Stored data

━━━━━━━━━━━━━━━━━━━━━━━━━━━━━━

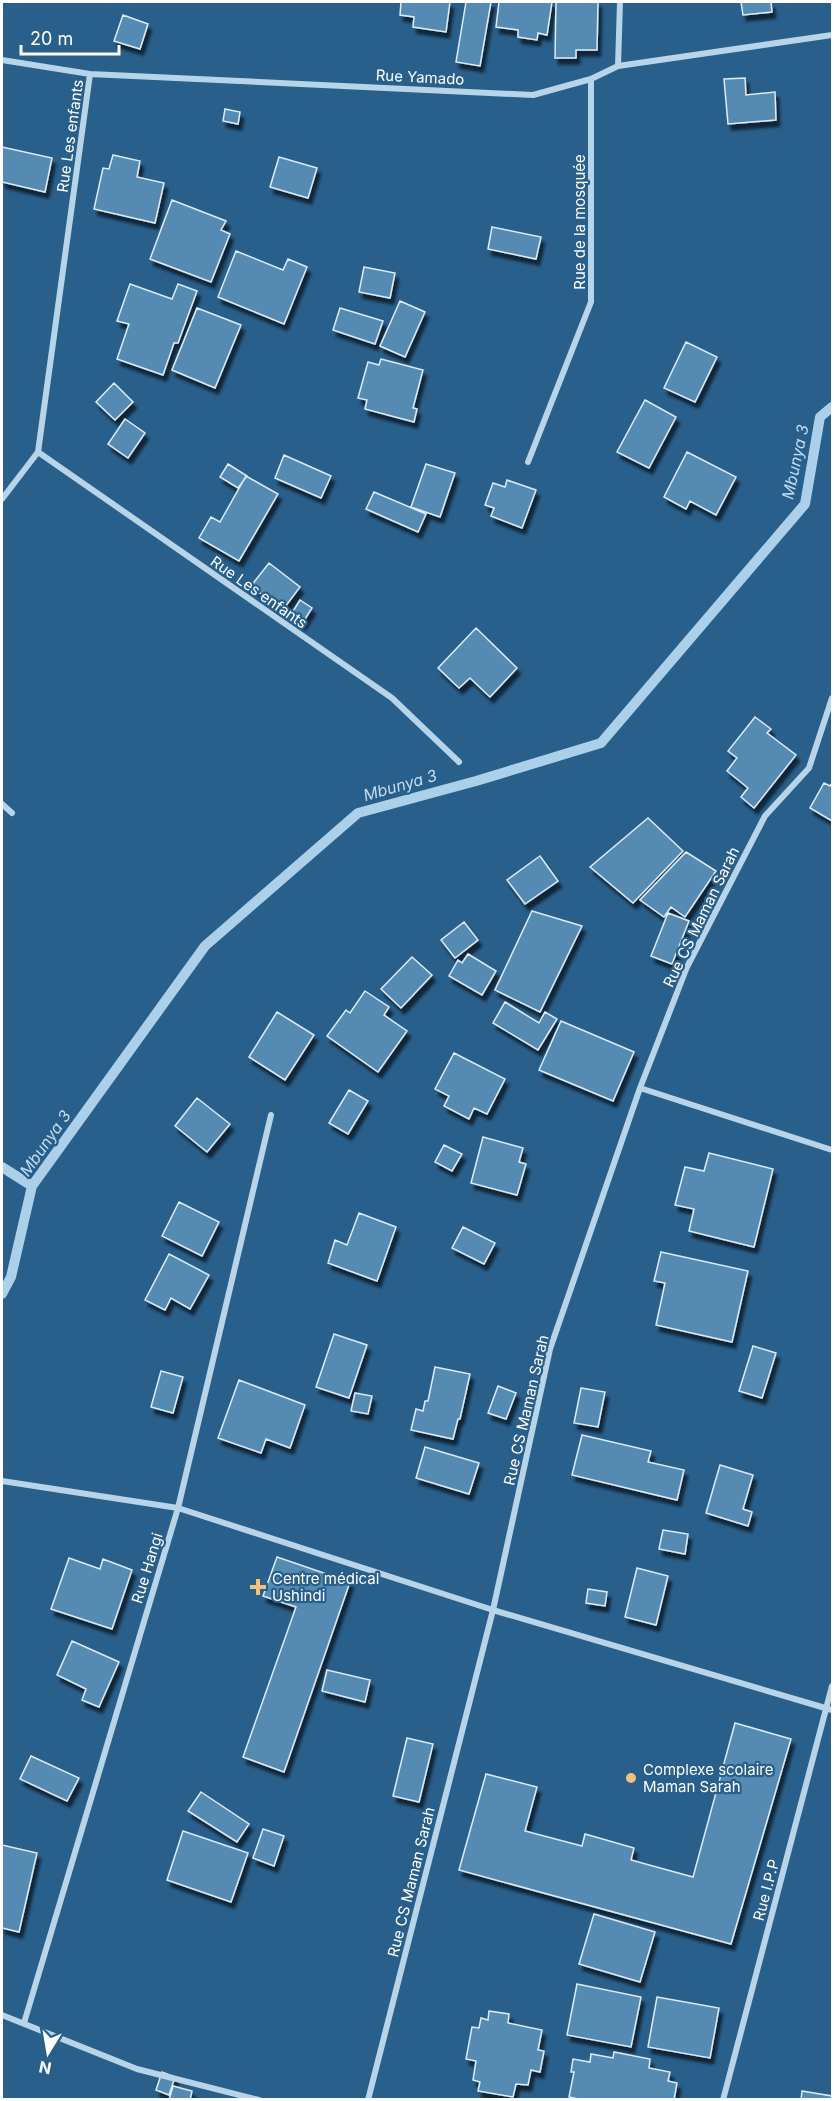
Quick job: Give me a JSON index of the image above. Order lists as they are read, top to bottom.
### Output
{
  "streets": {
    "street": [
      "Rue Yamado",
      "Rue Les enfants",
      "Rue de la mosquée",
      "Rue CS Maman Sarah",
      "Rue Hangi",
      "Rue I.P.P"
    ]
  },
  "crossings": [
    ["Rue Yamado", "Rue Les enfants"],
    ["Rue Yamado", "Rue de la mosquée"]
  ],
  "water": ["Mbunya 3"],
  "places": {
    "health": ["Centre médical Ushindi"],
    "other": ["Complexe scolaire Maman Sarah"]
  },
  "scale_bar": "20 m",
  "north": "bottom"
}
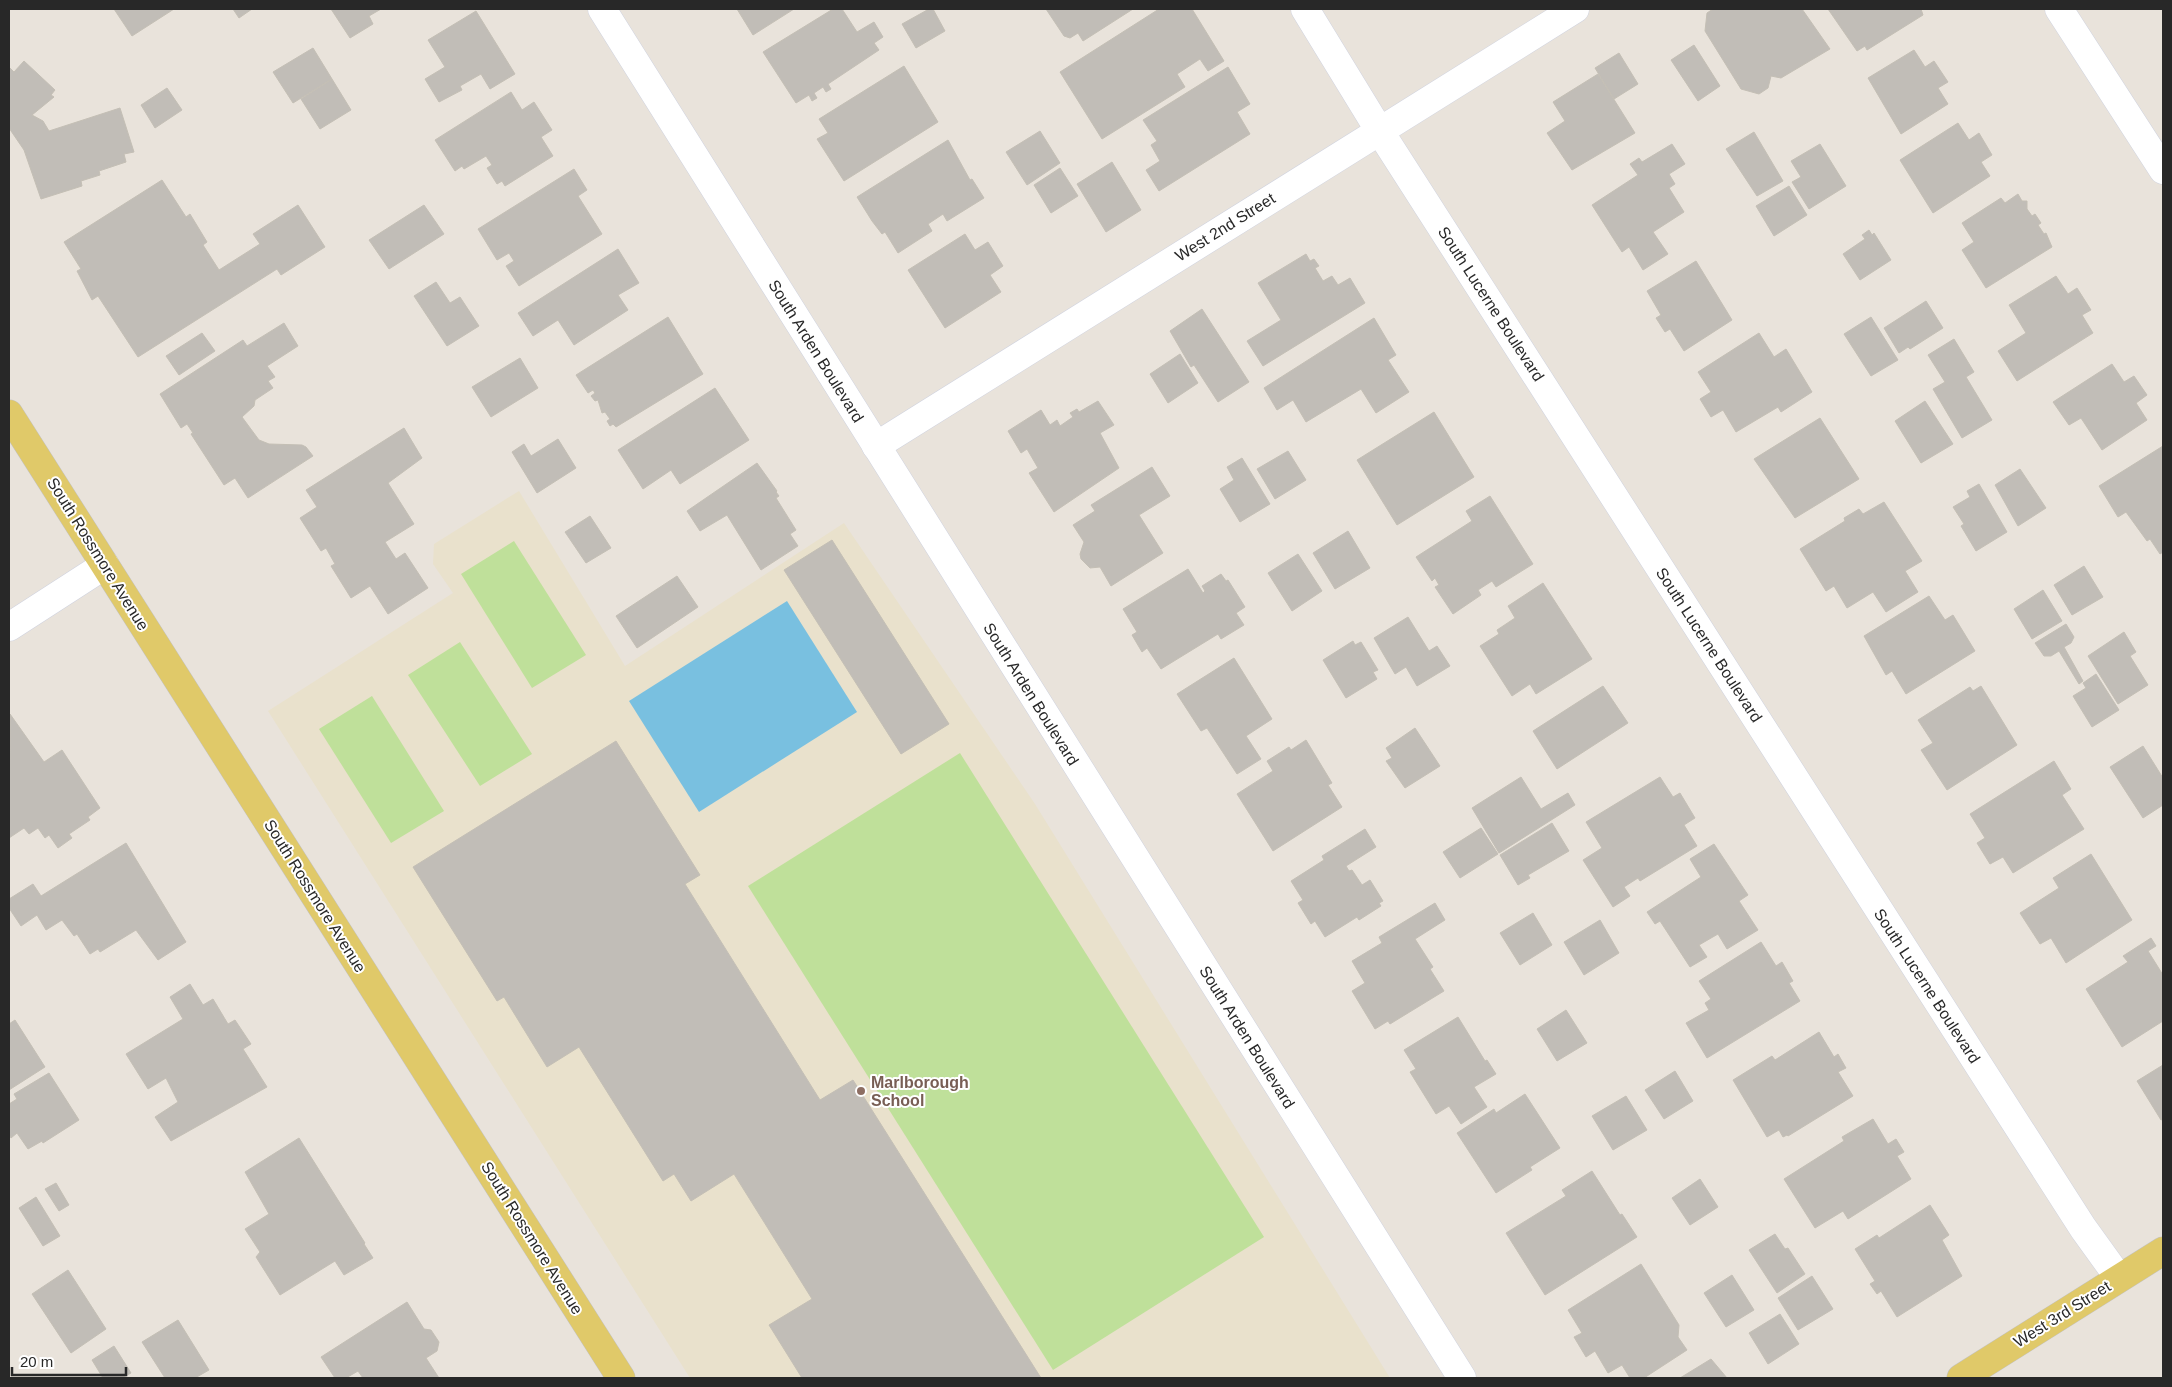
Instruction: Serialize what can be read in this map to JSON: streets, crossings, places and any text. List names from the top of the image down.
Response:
{
  "streets": {
    "main road": ["South Rossmore Avenue", "West 3rd Street"],
    "street": ["West 2nd Street", "South Lucerne Boulevard", "South Arden Boulevard"]
  },
  "crossings": [
    ["West 2nd Street", "South Lucerne Boulevard"],
    ["West 2nd Street", "South Arden Boulevard"],
    ["South Lucerne Boulevard", "West 3rd Street"]
  ],
  "places": ["Marlborough School"],
  "scale_bar": "20 m"
}
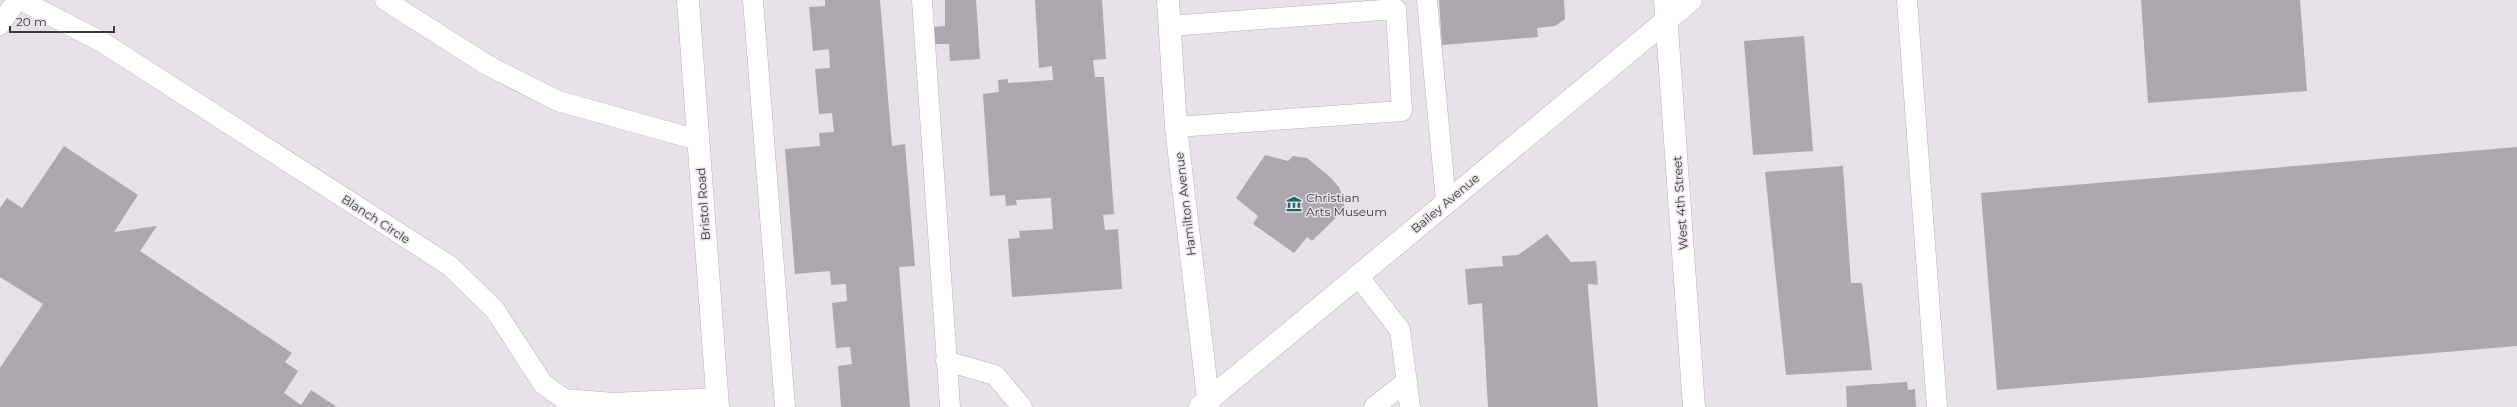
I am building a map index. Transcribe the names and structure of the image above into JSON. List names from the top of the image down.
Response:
{
  "streets": {
    "street": [
      "Bailey Avenue",
      "West 4th Street",
      "Bristol Road",
      "Hamilton Avenue"
    ],
    "lane": ["Blanch Circle"]
  },
  "crossings": [
    ["Bailey Avenue", "West 4th Street"],
    ["Bailey Avenue", "Hamilton Avenue"],
    ["Bristol Road", "Blanch Circle"]
  ],
  "places": {
    "museum": ["Christian Arts Museum"]
  },
  "scale_bar": "20 m"
}
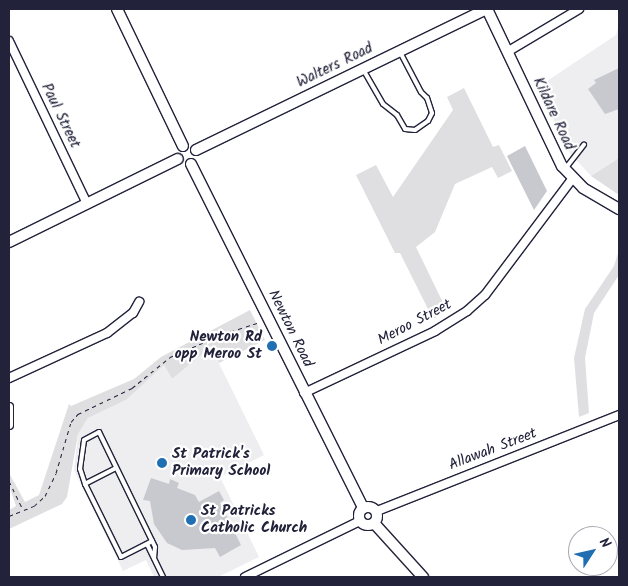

━━━━━━━━━━━━━━━━━━━━━━━━━━━━━━

Task objective
The answer must be an exact copy of the records, with no pictures in it.

Result of this task
Quick job: Give me a JSON index of the image above. Order lists as they are read, top to bottom.
### Output
{
  "streets": {
    "street": [
      "Rue Yamado",
      "Rue Les enfants",
      "Rue de la mosquée",
      "Rue CS Maman Sarah",
      "Rue Hangi",
      "Rue I.P.P"
    ]
  },
  "crossings": [
    ["Rue Yamado", "Rue Les enfants"],
    ["Rue Yamado", "Rue de la mosquée"]
  ],
  "water": ["Mbunya 3"],
  "places": {
    "health": ["Centre médical Ushindi"],
    "other": ["Complexe scolaire Maman Sarah"]
  },
  "scale_bar": "20 m",
  "north": "bottom"
}
Instruction: Serialize what can be read in this map to JSON: streets, crossings, places and any text. List names from the top of the image down.
Response:
{
  "streets": {
    "main road": ["South Rossmore Avenue", "West 3rd Street"],
    "street": ["West 2nd Street", "South Lucerne Boulevard", "South Arden Boulevard"]
  },
  "crossings": [
    ["West 2nd Street", "South Lucerne Boulevard"],
    ["West 2nd Street", "South Arden Boulevard"],
    ["South Lucerne Boulevard", "West 3rd Street"]
  ],
  "places": ["Marlborough School"],
  "scale_bar": "20 m"
}
I am building a map index. Transcribe the names and structure of the image above into JSON. List names from the top of the image down.
Response:
{
  "streets": {
    "street": [
      "Bailey Avenue",
      "West 4th Street",
      "Bristol Road",
      "Hamilton Avenue"
    ],
    "lane": ["Blanch Circle"]
  },
  "crossings": [
    ["Bailey Avenue", "West 4th Street"],
    ["Bailey Avenue", "Hamilton Avenue"],
    ["Bristol Road", "Blanch Circle"]
  ],
  "places": {
    "museum": ["Christian Arts Museum"]
  },
  "scale_bar": "20 m"
}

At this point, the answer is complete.